Audi has only just shown the Nuvolari — and is already hinting this is only the beginning. In a chat with Top Gear, brand boss Gernot Döllner all but let it slip: an open-top Spyder version of the new supercar could be on the way.
The Nuvolari coupe is set to be Audi’s halo project, capped at 499 units. When the journalist asked whether there would be another 499 roadsters, Döllner said no. But when pressed — “no Spyder, or not 499 of them?” — the executive reportedly cracked a smile and dropped a single line: “Not 499.” Official confirmation? No. But for a supercar of this caliber, sometimes one phrase like that is all it takes for collectors to start guarding their phones.
The hardware behind the Nuvolari is seriously heavy. At its core sits a 4.0-liter twin-turbo V8 borrowed from the Lamborghini Temerario, spinning all the way to 10,000 rpm. Backing it up are three axial-flux electric motors. Combined output stands at 987 hp, with a top speed north of 217 mph (roughly 349 km/h). Sign-off on the dynamics involved, among others, drivers from the Audi F1 team.
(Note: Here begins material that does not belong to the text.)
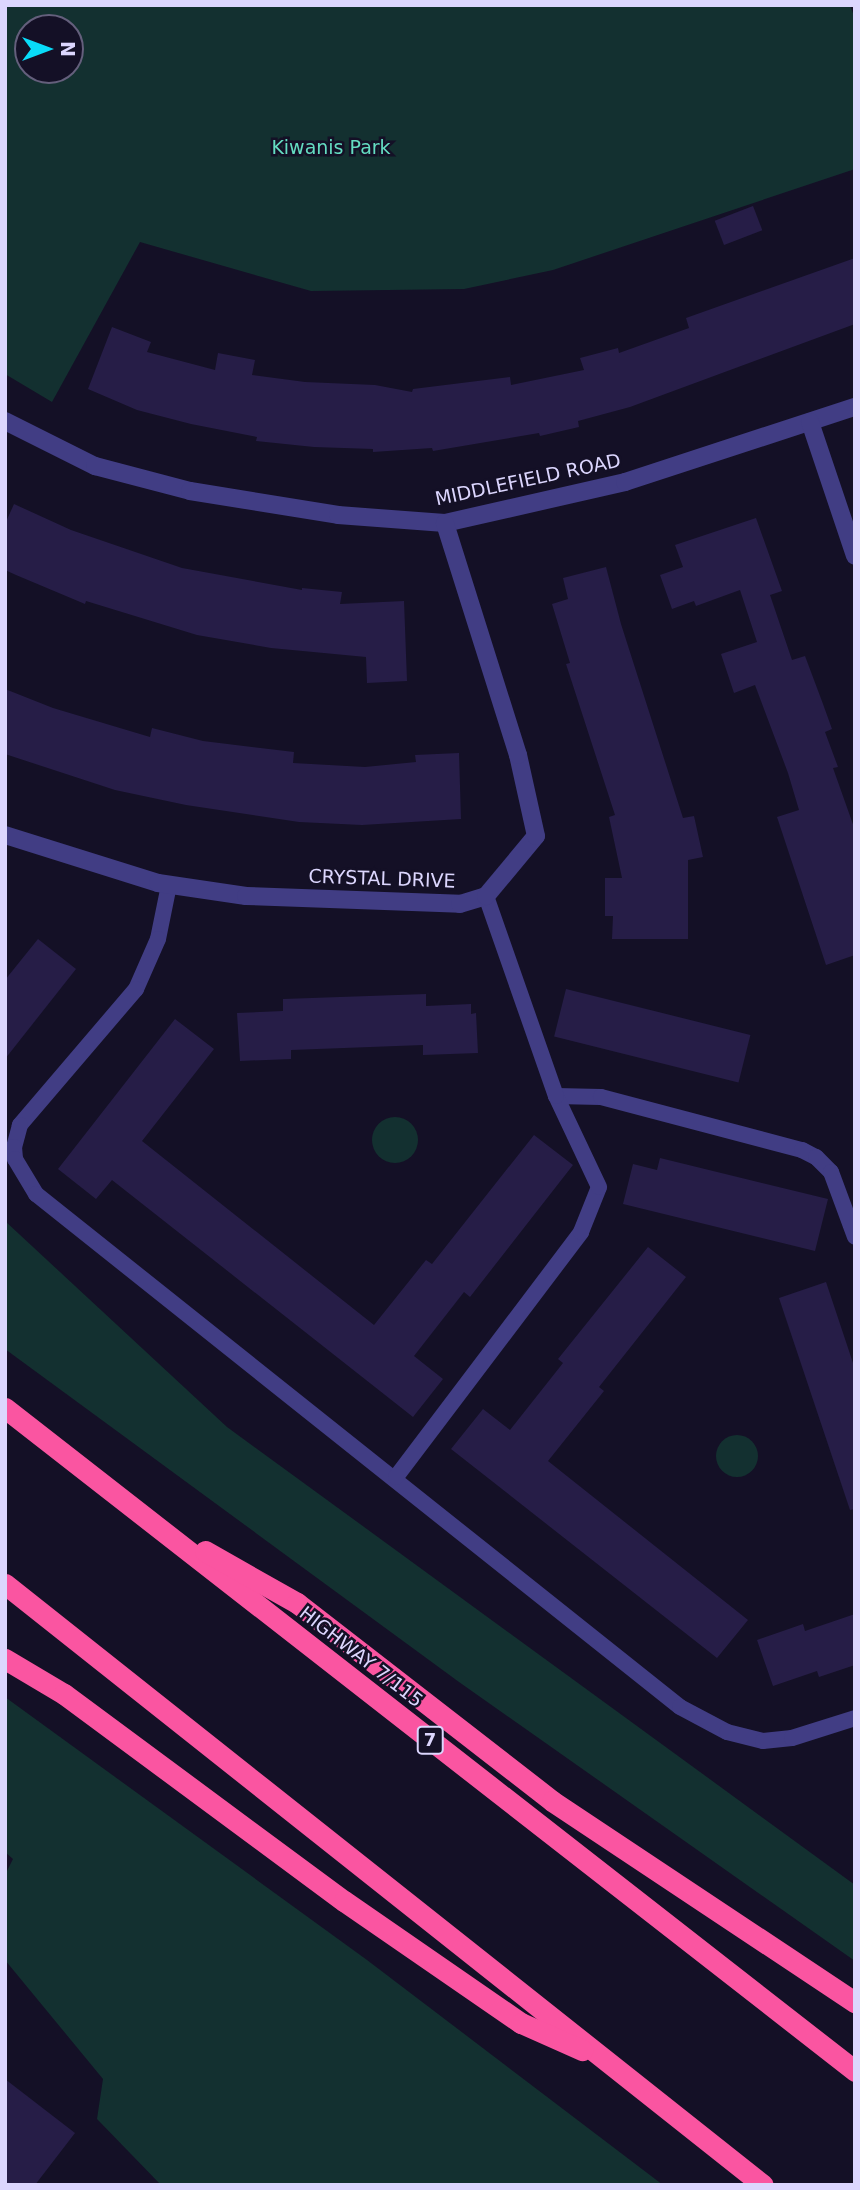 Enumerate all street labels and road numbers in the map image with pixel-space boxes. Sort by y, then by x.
street label: MIDDLEFIELD ROAD [433,449,623,511]
street label: CRYSTAL DRIVE [308,865,456,893]
street label: HIGHWAY 7/115 [295,1602,427,1712]
road number: 7 [416,1726,444,1755]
The coupe’s price already reads like the entry ticket to a closed club: from $686,613, or roughly £540,000. The Spyder will almost certainly be dearer. Open-top supercars always carry a premium for rarity, body complexity and status — and if production runs into the dozens rather than the hundreds, the number could climb even higher.
In terms of performance, the convertible is unlikely to lag far behind the coupe. Yes, open bodies typically need extra bracing and end up heavier, but at 987 hp the difference will live more in a spec table than on a real road. What matters more to the buyer is the V8 soundtrack overhead, open sky above, and the feeling that the Nuvolari has become even less ordinary.
Audi hasn’t sounded this loud in the supercar arena for a long time. And if the Nuvolari Spyder really does arrive, it won’t be a line extension for volume’s sake. It will be a rare gesture — for those who want an Audi not as an alternative to a Porsche or a Lamborghini, but as a collectible object in its own right.